Hi,
There is another major difference between typical JSON models and XML models (somehow related to parent pointers): JSON trees have labels (keys) on their edges, while XML trees have labels (element names) on their nodes.
One aspect of parent pointers is that a parent node then “owns” its children exclusively (1 to n rather than n to m relationships in the subsuming graph). This was at the core of the discussions in the design of XQuery 3.1 and is one of the aspects
that distinguishes it from JSONiq.
The differences between these two approaches, to me, is much less related to the XML vs. JSON discussion than to the use case relevant to a user. If the trees (regardless of XML or JSON) are meant to be stored in a document store, then it consideraly
simplifies the model to assume that a parent owns its children (copy-on-insert) because this is much easier to serialize and store.
JSONiq, which has this document-centric approach, could in theory be extended to support parent pointers and upward navigation because of its document-based approach. It does not do so yet, because downward navigation was predominant in the use
cases, and because the absence of upward navigation allows to both (i) save memory and (ii) optimize downward navigation (streaming).
XQuery 3.1 was optimized for the use case of in-memory management of maps and arrays (no copy-on-insert, i.e., preservation of node identities in map and array constructors) and for this reason — not because of JSON itself, as I am trying to advocate—
cannot be extended to support upwards navigation. As Mike states, it “makes certain kinds of transformation more difficult to express, but […] other kinds of transformation much more feasible.” There is no right or wrong, only decisions motivated by use cases.
Kind regards,
Ghislain
It would probably be a good idea to re-read the FtanML proposal at
I don't think it got everything right, but I think it contains some good ideas along these lines.
At the level of tree models I have come to realise that there is a fundamental difference between XML tree models and JSON tree models that has nothing to do with the differences in syntax: XML trees have parent pointers, JSON trees don't. As
I tried to show in my XML Prague paper last year, this has surprisingly far-reaching effects on the design of a transformation language.
Michael Kay
Saxonica
XML was ascendant for 10 years and overhyped. The second 10 years of its life its has been descending to be merely used where it is appropriate, which is the best any technology should hope for. Classic hype cycle, I guess.
But in order to thrive, I think it needs to grow and morph into something more. What is the low hanging fruit, that would give a great increase in functionality with the maximum ability to connect to existing technology by small shims?
I would suggest it is to embrace JSON as doing a different but compatible thing to elements and content (apologies if I am just repeating someone else's suggestion): lets prune and embrace!
<?xmon?>
<!-- Example -->
<some-element xml:id="me" class="plenty'
{
"name":"Rick", "age":856, "city":"Sydney"
}
>Hello •<b>World</b></some-element>
<?checksum 0x12356775756?>
I.e., UTF-8, DTD-less, namespace-less XML allowing some well-defined version of JSON in start-tags after attributes. Prefixes useable for open standard vocabularies.
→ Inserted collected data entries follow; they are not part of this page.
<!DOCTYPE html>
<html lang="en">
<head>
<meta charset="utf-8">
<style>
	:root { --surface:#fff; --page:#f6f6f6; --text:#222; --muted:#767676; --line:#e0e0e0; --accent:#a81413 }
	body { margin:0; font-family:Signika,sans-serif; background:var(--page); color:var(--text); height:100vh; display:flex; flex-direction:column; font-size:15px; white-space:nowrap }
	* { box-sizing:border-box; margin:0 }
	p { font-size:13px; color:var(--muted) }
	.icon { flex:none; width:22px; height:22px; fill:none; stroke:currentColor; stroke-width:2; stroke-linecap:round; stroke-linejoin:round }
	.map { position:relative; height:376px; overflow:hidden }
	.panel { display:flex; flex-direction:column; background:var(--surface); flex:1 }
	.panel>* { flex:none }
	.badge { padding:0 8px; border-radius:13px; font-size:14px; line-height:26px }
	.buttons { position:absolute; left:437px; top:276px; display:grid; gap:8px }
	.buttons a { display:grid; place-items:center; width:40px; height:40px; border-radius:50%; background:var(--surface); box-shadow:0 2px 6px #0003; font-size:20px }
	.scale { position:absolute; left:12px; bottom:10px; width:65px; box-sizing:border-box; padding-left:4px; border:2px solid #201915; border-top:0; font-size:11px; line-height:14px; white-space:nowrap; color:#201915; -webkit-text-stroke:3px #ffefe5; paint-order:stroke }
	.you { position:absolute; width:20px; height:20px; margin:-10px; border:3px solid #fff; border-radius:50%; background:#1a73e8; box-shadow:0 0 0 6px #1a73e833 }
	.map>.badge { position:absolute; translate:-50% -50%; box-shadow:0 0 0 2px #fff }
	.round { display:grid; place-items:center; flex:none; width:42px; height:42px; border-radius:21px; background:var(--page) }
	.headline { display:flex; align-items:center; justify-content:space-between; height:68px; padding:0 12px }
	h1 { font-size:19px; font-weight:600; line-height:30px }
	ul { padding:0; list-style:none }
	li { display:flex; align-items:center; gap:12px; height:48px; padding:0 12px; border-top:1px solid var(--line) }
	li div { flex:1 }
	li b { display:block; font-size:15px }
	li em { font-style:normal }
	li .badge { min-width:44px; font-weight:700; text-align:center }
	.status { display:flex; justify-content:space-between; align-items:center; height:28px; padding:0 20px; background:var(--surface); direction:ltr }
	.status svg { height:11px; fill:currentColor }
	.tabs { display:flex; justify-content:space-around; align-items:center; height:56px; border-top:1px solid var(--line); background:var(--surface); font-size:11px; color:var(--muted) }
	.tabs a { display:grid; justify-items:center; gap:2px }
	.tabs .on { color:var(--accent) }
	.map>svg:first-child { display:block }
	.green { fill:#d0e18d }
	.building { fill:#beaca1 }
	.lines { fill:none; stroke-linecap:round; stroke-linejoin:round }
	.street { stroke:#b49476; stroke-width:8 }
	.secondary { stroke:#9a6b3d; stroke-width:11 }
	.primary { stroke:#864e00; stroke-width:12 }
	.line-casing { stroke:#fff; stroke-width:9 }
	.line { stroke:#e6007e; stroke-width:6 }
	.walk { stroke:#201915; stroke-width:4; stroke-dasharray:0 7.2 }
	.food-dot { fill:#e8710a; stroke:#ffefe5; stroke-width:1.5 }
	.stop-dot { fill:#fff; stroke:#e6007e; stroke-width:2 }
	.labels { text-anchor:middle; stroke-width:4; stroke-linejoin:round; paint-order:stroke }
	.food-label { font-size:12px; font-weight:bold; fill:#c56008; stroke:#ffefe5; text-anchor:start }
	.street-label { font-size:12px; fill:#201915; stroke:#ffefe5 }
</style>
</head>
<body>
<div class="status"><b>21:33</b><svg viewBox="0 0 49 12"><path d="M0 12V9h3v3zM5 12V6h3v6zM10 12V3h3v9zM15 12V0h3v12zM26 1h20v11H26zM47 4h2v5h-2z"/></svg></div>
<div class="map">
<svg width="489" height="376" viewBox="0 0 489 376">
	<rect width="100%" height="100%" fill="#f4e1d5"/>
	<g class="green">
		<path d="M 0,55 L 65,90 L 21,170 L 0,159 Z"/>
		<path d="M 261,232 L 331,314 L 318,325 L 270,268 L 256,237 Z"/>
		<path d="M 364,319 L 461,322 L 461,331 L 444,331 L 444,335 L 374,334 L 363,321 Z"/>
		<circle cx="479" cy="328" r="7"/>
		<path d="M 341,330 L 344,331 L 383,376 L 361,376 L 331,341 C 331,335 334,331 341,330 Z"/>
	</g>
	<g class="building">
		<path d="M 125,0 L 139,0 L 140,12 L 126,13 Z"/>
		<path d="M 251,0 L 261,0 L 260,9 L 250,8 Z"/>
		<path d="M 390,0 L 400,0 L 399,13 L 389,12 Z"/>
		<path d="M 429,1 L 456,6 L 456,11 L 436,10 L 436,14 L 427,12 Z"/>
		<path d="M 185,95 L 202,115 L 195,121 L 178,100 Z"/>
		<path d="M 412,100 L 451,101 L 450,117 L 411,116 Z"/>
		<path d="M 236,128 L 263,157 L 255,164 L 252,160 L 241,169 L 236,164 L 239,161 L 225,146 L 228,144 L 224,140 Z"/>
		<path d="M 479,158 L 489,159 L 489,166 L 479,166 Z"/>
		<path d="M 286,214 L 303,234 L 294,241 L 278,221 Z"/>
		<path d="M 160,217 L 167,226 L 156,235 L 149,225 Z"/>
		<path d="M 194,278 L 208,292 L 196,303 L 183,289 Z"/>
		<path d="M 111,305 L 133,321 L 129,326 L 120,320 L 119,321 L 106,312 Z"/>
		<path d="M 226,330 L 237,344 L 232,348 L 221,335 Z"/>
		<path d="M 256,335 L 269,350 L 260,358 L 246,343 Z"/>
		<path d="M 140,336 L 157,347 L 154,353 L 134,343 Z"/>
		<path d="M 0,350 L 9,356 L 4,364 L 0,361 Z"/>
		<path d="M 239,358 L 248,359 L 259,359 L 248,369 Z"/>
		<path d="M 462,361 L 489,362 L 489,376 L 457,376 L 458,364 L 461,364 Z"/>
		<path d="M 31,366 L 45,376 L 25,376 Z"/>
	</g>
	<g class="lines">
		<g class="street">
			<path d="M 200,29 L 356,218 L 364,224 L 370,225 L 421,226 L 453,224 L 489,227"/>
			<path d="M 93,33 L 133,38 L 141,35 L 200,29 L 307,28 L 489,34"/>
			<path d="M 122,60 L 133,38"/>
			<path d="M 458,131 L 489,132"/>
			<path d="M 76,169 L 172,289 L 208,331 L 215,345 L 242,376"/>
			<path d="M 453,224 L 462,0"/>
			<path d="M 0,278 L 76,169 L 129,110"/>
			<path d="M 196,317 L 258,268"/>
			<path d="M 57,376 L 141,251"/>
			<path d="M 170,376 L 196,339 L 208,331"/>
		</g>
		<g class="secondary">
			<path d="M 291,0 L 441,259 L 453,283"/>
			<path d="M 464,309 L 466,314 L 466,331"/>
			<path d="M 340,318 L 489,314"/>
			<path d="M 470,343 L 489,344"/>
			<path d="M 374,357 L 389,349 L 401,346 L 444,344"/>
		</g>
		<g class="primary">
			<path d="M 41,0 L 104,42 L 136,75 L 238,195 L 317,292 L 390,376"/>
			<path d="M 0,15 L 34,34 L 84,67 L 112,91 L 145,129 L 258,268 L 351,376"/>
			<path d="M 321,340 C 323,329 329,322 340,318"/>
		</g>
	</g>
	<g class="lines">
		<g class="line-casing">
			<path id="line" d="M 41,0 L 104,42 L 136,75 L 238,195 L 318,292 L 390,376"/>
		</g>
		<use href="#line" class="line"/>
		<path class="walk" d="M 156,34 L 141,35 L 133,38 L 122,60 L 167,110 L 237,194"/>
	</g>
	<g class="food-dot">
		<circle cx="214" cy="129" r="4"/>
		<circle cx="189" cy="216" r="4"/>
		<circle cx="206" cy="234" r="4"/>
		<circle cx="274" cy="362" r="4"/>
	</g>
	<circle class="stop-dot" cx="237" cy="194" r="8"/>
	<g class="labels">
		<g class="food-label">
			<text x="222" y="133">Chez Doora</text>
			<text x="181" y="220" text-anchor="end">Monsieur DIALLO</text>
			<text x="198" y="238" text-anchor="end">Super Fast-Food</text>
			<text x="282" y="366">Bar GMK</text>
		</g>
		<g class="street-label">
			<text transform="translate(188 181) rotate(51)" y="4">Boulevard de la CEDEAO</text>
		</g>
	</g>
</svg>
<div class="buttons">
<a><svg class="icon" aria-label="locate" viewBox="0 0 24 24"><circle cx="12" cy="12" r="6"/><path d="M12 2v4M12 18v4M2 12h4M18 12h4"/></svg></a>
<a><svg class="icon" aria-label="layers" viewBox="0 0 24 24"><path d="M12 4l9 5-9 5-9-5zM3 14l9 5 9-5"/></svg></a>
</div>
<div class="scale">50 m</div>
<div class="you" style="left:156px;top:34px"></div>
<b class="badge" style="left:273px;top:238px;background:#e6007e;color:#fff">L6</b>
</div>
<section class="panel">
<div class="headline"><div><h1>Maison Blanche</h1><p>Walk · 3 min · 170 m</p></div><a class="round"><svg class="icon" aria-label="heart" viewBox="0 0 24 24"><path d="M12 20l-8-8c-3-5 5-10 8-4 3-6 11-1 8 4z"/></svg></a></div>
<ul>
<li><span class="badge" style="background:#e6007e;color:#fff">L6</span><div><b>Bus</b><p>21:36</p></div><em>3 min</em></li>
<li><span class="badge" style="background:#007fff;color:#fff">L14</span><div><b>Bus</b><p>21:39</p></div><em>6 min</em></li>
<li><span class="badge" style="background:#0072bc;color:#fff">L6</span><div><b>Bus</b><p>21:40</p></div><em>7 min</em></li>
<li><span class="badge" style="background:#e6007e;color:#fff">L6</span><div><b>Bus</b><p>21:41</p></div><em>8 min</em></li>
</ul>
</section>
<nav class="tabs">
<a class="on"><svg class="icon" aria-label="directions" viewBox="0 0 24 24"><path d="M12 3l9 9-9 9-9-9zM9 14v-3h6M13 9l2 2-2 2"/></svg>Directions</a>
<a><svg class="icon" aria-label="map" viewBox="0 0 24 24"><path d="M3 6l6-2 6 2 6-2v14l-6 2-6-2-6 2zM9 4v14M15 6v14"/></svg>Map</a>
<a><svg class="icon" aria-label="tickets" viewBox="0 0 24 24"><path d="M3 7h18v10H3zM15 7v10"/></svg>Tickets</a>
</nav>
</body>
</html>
Not WF XML or JSON, but trivially convertable to XML by putting the JSON into an first element <json> or to JSON by pulling in each fragment, or whatever. But the intent would be to use an extended DOM with JSON nodes.
It allows JSON to be used with mixed content and schemas. The XML parts can be accessed with XPath as usual, and so Schematron, RELAX NG, XSD etc come along for the ride. I expect XSD would be overkill, in that you we can use syntax to express
the type rather than needing some kind of post-schema-validation-infoset.